Lo stato dell’Unione

Il 16 settembre, la Presidente della Commissione europea, Ursula von der Leyen, pronuncerà il suo discorso sullo stato dell’Unione al Parlamento europeo, durante il quale farà il punto sui progressi dell’Unione un anno dopo l’insediamento.

Come hanno reagito gli europei alle circostanze molto speciali che abbiamo attraversato e come si sono adattate le Istituzioni europee, prima fra tutte la Commissione?

Il Rapporto Schuman sullo stato dell’Unione dimostra che l’Unione Europea non sta andando così male, ma le sfide che deve affrontare sono diventate così cruciali, che deve cambiare rotta il prima possibile.

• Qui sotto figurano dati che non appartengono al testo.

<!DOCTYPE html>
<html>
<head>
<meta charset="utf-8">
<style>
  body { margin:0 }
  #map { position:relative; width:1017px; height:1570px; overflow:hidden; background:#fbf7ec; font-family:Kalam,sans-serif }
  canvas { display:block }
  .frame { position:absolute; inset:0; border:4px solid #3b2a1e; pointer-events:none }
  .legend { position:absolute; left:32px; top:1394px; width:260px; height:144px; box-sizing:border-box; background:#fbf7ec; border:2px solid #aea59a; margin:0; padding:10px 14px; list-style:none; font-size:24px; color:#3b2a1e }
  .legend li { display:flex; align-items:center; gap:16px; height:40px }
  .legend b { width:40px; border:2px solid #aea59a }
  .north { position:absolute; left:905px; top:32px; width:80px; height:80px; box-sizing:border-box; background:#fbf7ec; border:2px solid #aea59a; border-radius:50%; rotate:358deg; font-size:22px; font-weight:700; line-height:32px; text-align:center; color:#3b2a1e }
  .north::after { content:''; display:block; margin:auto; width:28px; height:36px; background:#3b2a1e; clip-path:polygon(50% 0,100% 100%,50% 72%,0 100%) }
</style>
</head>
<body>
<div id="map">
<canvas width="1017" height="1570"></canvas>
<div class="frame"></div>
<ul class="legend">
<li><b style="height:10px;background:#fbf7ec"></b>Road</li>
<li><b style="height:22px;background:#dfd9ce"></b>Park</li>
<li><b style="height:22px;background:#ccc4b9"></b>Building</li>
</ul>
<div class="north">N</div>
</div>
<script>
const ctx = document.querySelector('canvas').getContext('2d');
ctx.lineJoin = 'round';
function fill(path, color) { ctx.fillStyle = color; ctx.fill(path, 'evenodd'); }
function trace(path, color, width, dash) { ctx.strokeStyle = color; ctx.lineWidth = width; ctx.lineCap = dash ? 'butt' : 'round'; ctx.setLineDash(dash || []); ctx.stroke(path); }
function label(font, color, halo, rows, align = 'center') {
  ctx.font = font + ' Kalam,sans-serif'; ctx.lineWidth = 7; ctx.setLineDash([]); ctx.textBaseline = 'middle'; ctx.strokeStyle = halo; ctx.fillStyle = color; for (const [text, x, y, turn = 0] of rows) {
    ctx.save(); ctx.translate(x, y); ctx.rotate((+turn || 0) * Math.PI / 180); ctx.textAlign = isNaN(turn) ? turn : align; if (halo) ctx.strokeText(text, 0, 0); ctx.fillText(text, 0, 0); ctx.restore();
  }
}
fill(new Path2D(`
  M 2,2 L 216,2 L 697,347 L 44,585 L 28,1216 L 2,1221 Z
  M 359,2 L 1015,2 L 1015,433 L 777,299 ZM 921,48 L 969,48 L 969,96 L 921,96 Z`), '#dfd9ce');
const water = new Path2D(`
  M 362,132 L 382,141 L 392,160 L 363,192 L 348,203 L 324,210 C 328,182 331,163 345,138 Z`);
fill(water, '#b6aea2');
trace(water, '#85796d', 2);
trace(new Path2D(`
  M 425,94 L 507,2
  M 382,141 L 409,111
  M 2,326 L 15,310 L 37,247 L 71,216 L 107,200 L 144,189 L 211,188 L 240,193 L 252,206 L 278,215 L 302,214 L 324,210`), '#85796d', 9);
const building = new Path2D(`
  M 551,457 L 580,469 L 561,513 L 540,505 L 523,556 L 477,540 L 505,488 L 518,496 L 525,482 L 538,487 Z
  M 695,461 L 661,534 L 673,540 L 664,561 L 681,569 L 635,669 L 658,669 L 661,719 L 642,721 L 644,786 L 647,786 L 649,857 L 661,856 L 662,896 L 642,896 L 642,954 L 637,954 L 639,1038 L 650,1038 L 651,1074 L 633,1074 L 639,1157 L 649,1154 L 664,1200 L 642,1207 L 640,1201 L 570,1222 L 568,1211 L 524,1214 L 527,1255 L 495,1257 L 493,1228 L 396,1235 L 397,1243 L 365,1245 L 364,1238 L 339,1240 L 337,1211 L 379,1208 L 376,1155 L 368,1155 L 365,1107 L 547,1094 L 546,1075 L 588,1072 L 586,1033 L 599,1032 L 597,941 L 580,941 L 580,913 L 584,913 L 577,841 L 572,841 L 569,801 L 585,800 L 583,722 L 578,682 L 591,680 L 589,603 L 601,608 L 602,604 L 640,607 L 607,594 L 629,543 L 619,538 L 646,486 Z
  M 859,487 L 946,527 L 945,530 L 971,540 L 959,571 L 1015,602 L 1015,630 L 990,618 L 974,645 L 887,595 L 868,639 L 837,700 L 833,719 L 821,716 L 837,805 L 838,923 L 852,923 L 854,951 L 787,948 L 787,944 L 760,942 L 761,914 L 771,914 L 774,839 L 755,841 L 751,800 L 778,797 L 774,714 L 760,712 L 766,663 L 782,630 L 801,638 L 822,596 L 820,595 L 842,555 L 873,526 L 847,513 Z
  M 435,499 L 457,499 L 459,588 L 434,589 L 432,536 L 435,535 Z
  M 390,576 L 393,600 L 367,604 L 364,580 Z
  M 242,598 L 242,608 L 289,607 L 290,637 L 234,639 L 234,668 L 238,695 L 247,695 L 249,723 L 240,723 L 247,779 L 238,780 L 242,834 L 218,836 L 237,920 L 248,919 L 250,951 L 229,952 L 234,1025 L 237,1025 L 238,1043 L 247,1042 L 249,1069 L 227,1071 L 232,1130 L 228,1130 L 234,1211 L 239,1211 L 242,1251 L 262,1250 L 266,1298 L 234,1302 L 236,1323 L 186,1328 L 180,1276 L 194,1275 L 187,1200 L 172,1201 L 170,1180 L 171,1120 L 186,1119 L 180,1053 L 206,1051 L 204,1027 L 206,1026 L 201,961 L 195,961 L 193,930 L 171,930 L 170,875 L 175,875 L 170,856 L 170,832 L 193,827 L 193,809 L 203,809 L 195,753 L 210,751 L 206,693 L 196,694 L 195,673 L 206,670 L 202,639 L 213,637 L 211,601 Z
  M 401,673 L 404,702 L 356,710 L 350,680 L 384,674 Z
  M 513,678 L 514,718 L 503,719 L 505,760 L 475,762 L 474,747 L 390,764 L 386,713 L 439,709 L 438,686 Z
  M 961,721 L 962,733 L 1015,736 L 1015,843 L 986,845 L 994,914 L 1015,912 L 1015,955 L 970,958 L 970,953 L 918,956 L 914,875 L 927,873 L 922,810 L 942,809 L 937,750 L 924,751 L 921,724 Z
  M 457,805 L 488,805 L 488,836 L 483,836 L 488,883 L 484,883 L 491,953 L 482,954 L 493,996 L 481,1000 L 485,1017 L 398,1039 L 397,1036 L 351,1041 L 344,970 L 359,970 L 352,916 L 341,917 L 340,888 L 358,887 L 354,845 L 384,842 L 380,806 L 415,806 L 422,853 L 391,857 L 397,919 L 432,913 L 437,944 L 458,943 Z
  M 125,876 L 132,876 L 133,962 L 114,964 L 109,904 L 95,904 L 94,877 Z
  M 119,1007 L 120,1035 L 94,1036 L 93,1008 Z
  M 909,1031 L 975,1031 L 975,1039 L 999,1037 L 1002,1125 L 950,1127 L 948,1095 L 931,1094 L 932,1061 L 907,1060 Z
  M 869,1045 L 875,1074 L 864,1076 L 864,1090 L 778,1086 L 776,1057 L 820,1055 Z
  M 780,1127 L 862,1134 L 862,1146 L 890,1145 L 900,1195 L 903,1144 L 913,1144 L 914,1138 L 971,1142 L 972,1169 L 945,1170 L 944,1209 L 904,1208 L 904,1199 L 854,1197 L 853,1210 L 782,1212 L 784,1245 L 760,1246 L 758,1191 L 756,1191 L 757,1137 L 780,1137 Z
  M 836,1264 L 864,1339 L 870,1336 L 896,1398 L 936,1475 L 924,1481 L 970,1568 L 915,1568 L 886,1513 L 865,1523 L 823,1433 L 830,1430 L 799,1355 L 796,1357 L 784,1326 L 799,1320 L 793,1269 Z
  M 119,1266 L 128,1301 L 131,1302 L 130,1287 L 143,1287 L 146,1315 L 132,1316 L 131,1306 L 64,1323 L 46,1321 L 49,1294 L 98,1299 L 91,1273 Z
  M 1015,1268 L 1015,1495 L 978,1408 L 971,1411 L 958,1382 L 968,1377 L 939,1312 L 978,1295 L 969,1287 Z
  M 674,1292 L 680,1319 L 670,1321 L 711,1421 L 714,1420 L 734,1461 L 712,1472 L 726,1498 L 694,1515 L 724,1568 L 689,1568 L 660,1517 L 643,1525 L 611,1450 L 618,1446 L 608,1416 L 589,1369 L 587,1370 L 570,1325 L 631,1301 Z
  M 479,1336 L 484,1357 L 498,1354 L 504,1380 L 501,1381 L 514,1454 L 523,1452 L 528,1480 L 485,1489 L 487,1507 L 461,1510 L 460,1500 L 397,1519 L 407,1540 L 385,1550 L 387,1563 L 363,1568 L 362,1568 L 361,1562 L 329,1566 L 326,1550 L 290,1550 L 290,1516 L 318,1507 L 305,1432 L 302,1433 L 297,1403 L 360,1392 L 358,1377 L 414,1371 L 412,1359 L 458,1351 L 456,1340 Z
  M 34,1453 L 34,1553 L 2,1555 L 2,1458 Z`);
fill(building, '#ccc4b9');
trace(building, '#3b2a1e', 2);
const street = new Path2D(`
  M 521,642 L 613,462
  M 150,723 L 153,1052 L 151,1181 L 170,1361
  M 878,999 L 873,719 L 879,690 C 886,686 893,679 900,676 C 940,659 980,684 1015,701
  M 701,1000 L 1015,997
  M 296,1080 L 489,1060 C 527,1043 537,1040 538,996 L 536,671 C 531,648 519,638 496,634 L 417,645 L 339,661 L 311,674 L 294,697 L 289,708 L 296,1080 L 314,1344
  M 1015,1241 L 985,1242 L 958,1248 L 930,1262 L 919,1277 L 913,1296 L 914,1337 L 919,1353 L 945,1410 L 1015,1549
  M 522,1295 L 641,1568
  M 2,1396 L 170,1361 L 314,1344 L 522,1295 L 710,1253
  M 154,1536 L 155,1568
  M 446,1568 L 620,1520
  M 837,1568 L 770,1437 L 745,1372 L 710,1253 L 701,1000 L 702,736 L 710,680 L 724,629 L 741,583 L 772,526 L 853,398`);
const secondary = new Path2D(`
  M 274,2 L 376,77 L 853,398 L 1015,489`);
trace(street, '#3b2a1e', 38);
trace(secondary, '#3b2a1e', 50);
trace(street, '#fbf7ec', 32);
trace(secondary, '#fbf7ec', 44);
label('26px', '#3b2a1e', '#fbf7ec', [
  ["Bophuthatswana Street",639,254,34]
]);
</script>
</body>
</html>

Riguardando indietro, l’Unione aveva mille motivi per decidere di separarsi. Invece, ha preso alcune decisioni molto rapide. In pochi giorni, i capi di Stato e di governo hanno adottato un piano da 750 miliardi di euro per affrontare la crisi e un bilancio settennale di oltre 1.000 miliardi di euro. Christine Lagarde, presidente della Banca centrale europea, ha annunciato l’iniezione di oltre 1.200 miliardi di euro nell’economia europea. I piani nazionali hanno completato questi “bazooka” finanziari. L’Europa ha fatto meglio di qualsiasi altra entità politica. Nonostante alcune sfumature nel suo cuore, la Brexit e il rancore di alcuni, è unita e non sta per disfarsi.

Le nuove sfide sono tante e cruciali.

Sono principalmente geopolitiche. L’ambiente internazionale è cambiato radicalmente. Dove una volta l’Europa pensava di avere solo amici o alleati, ora sta scoprendo rivali e persino nemici. Russia, Cina, Turchia, ma anche Stati Uniti e ora Regno Unito, sembrano puntare solo ad indebolire l’Unione, dividendola, attaccandola o sfidandola.

I suoi successi disturbano, il suo mercato interno attrae, le sue esitazioni deliziano i suoi partner. Pensarsi come un “potere geopolitico” significa difendere e promuovere i propri interessi; significa anche coltivare un senso di appartenenza tra gli europei a un gruppo di cui essere orgogliosi. Da questo punto di vista, c’è ancora molto lavoro da fare.

Forse la quantità più significativa di questo deve essere affrontata sul fronte interno. Per fare questo, le istituzioni europee devono cambiare il loro approccio. Il successo del piano di recupero sarà una prova della loro capacità di adattamento. Razionalizzare le procedure, cessare di essere legaliste, agire rapidamente e staccarsi dalla diplomazia, rivolgersi direttamente ai cittadini, comunicare; sono tutte questioni urgenti per tutte le istituzioni condivise e soprattutto per la Commissione.

Riusciremo a livello europeo a fare ciò che non possiamo sempre fare a livello nazionale?

Potremmo scoprire che le decisioni sagge sono più facili da prendere insieme che da soli! Gli europei, quindi, devono collettivamente smettere di credere che basterà essere esemplari per convincere altri attori internazionali a seguirci, per pensare che sulla scena internazionale, agire come un “mediatore onesto” proteggerà l’Europa dal fatto compiuto dei giocatori che usano la forza, e fare affidamento sugli altri per la loro sicurezza.

Le loro élite, i loro leader devono alzarsi per affrontare le questioni in gioco, cioè credere che stanno seguendo l’opinione pubblica invece di illuminarla, per smettere di denigrare una costruzione senza precedenti che ci ha permesso di continuare a svolgere il nostro ruolo nella storia dopo due conflitti mondiali. Al contrario, essi devono, con ogni mezzo, rafforzare la forza di questa entità – la sua economia, naturalmente, con il suo grande mercato, ma anche i suoi valori di libertà, il rispetto per l’individuo e la solidarietà, che illuminano il mondo. Perché, per quanto ne so, nessuno emigra in Russia o in Cina! Nemmeno in Turchia, dove generalmente passiamo solo di passaggio! L’Europa ha un posto speciale sul pianeta. Deve occupare pienamente.

Se Ursula von der Leyen incarnerà finalmente questa voce con coraggio e fantasia, l’Unione ne uscirà rafforzata e l’Europa, in tutti i suoi Stati, sarà rafforzata.